The task:
This exercise calls for copying every line below that holds the word "above".

Data under study:
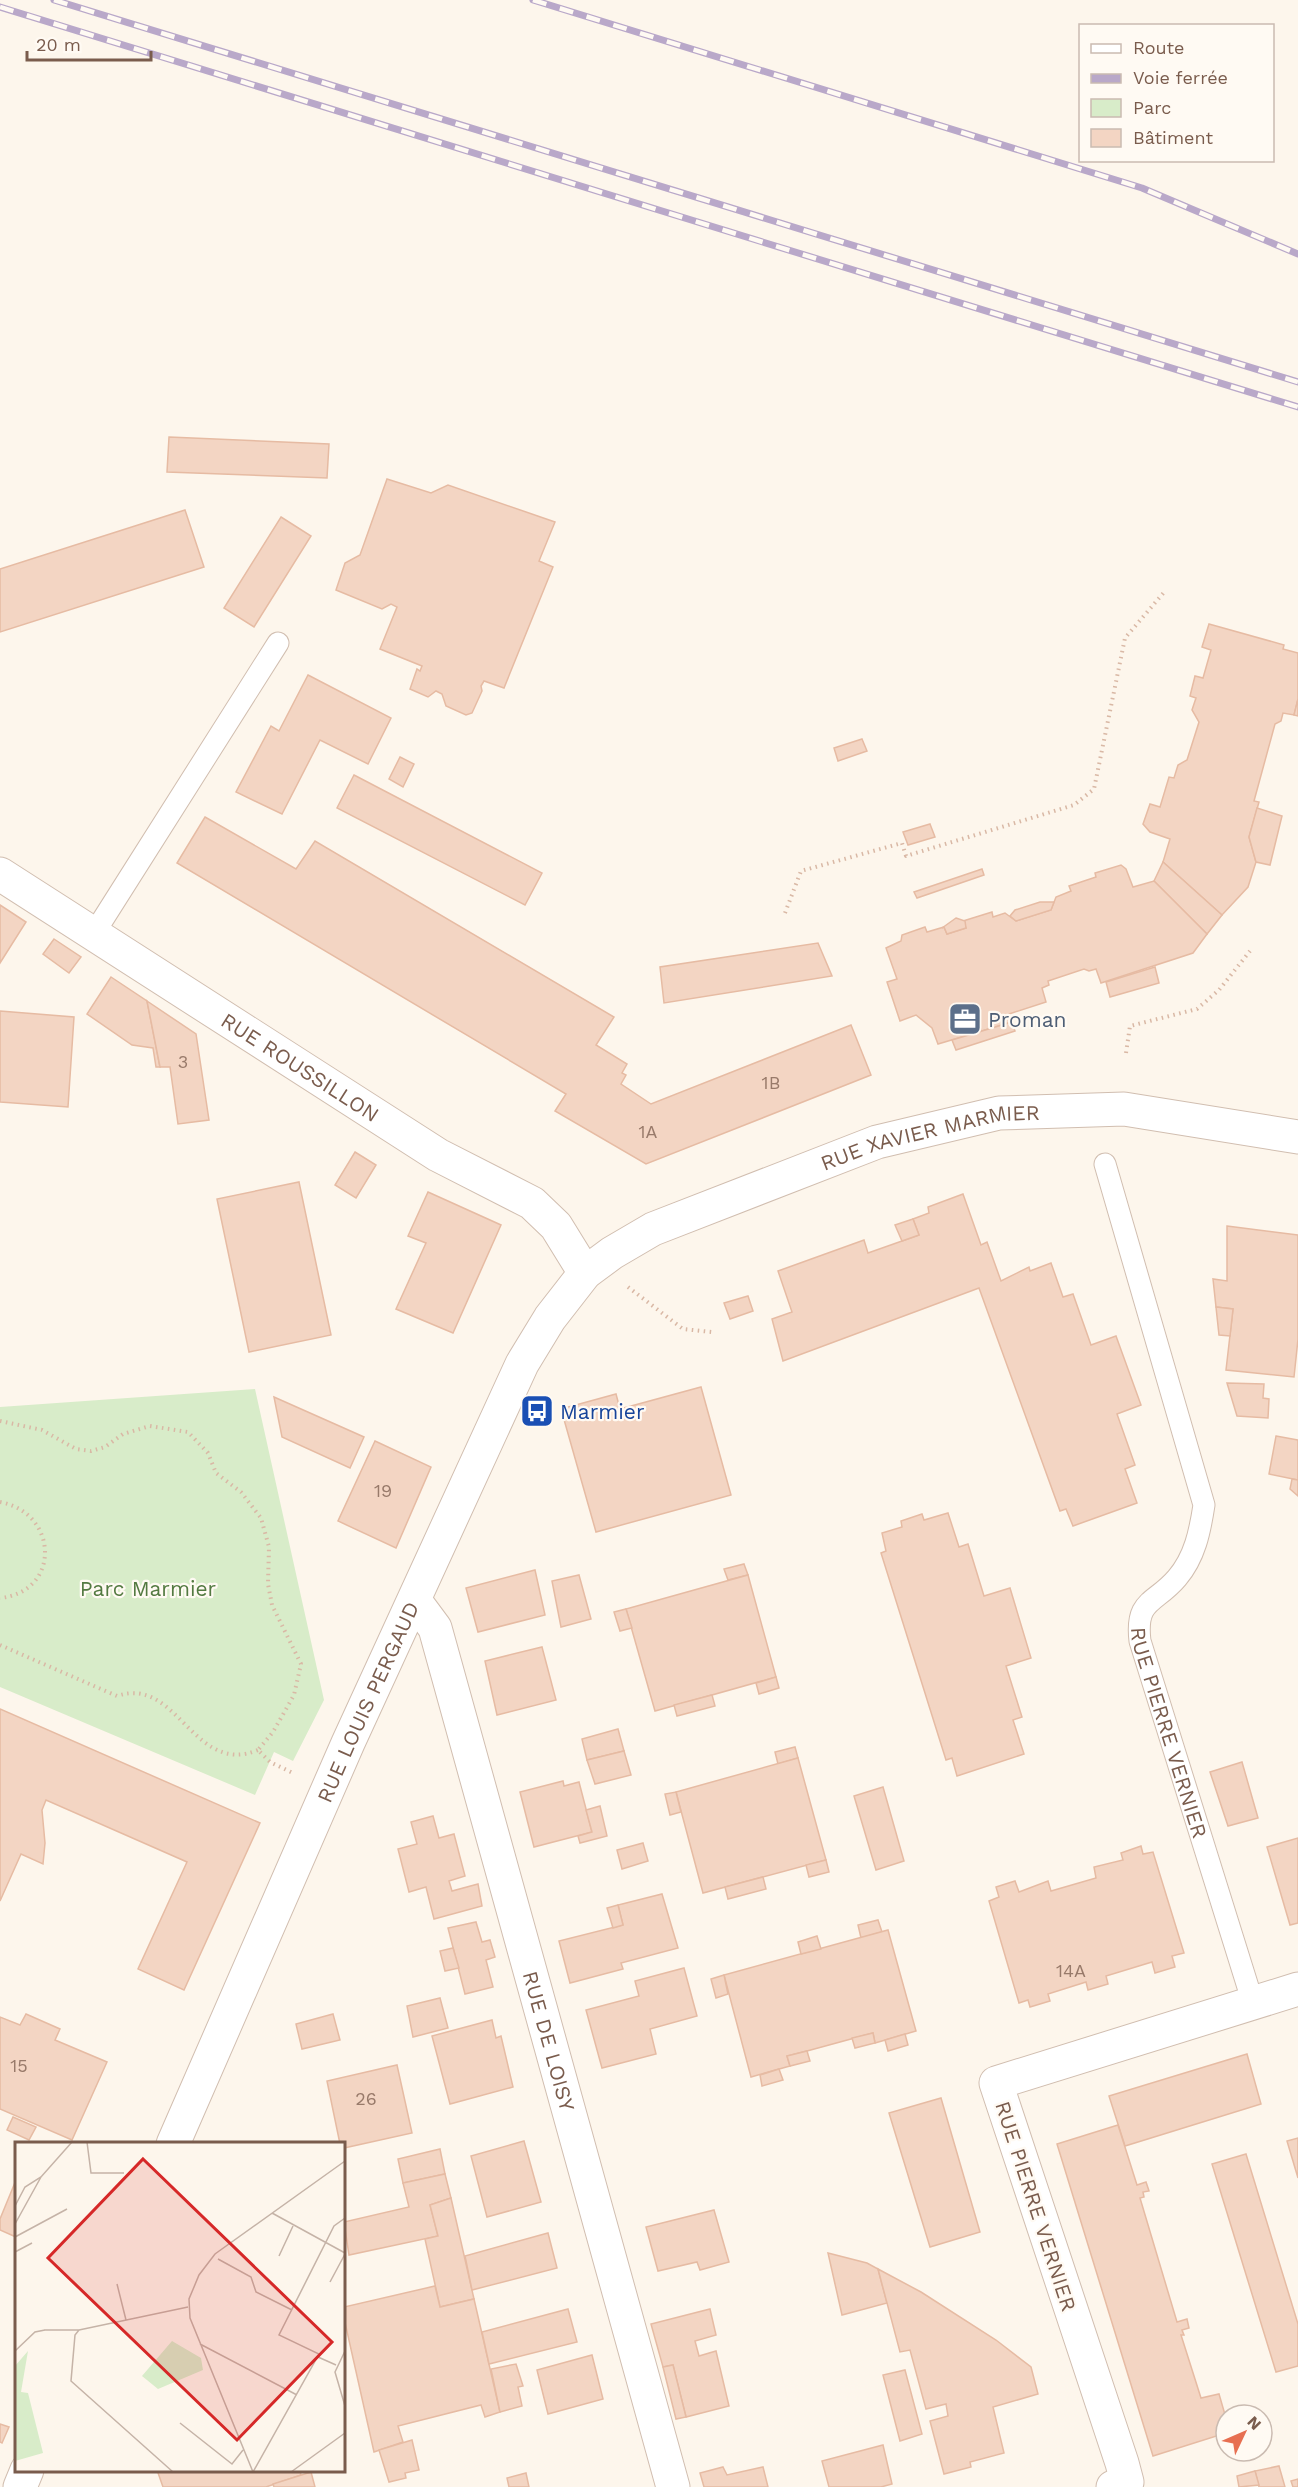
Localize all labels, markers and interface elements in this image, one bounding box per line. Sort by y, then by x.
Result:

* * *

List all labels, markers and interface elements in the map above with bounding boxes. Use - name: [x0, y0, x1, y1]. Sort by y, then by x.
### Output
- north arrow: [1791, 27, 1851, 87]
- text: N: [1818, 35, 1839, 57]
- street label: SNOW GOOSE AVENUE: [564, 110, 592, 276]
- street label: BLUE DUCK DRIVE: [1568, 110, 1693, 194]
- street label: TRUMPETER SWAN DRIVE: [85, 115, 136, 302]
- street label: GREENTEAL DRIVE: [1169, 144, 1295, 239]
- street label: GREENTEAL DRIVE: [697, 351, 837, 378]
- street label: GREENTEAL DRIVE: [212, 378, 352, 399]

* * *

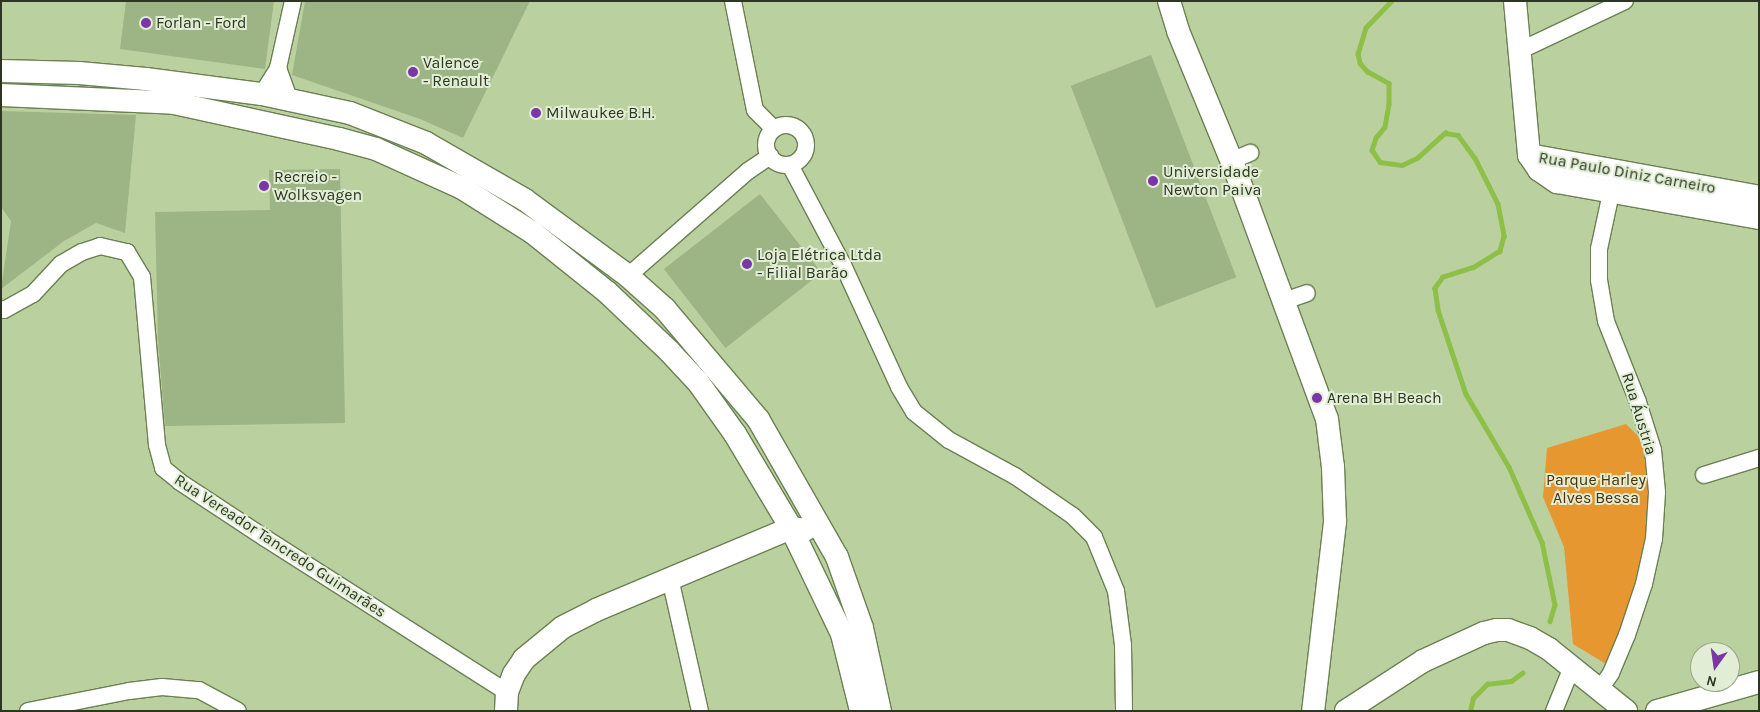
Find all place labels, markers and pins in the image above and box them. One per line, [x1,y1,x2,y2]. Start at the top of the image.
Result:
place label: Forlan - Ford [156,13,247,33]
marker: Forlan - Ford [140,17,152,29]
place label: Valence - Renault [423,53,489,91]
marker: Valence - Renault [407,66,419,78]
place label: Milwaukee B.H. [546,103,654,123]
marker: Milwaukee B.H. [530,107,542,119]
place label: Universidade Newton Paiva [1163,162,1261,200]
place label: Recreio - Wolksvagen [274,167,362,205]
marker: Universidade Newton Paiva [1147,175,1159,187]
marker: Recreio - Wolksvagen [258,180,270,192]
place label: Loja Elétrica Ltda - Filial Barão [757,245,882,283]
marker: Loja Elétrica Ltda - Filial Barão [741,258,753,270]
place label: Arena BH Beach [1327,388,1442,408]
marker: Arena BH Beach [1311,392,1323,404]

Your response:
List all labels, markers and interface elements in the map above with bounding boxes. Use - name: [x0, y0, x1, y1]. Sort by y, then by x.
Find all place labels, markers and pins in the image above and box them. One per line, [x1,y1,x2,y2]. Start at the top of the image.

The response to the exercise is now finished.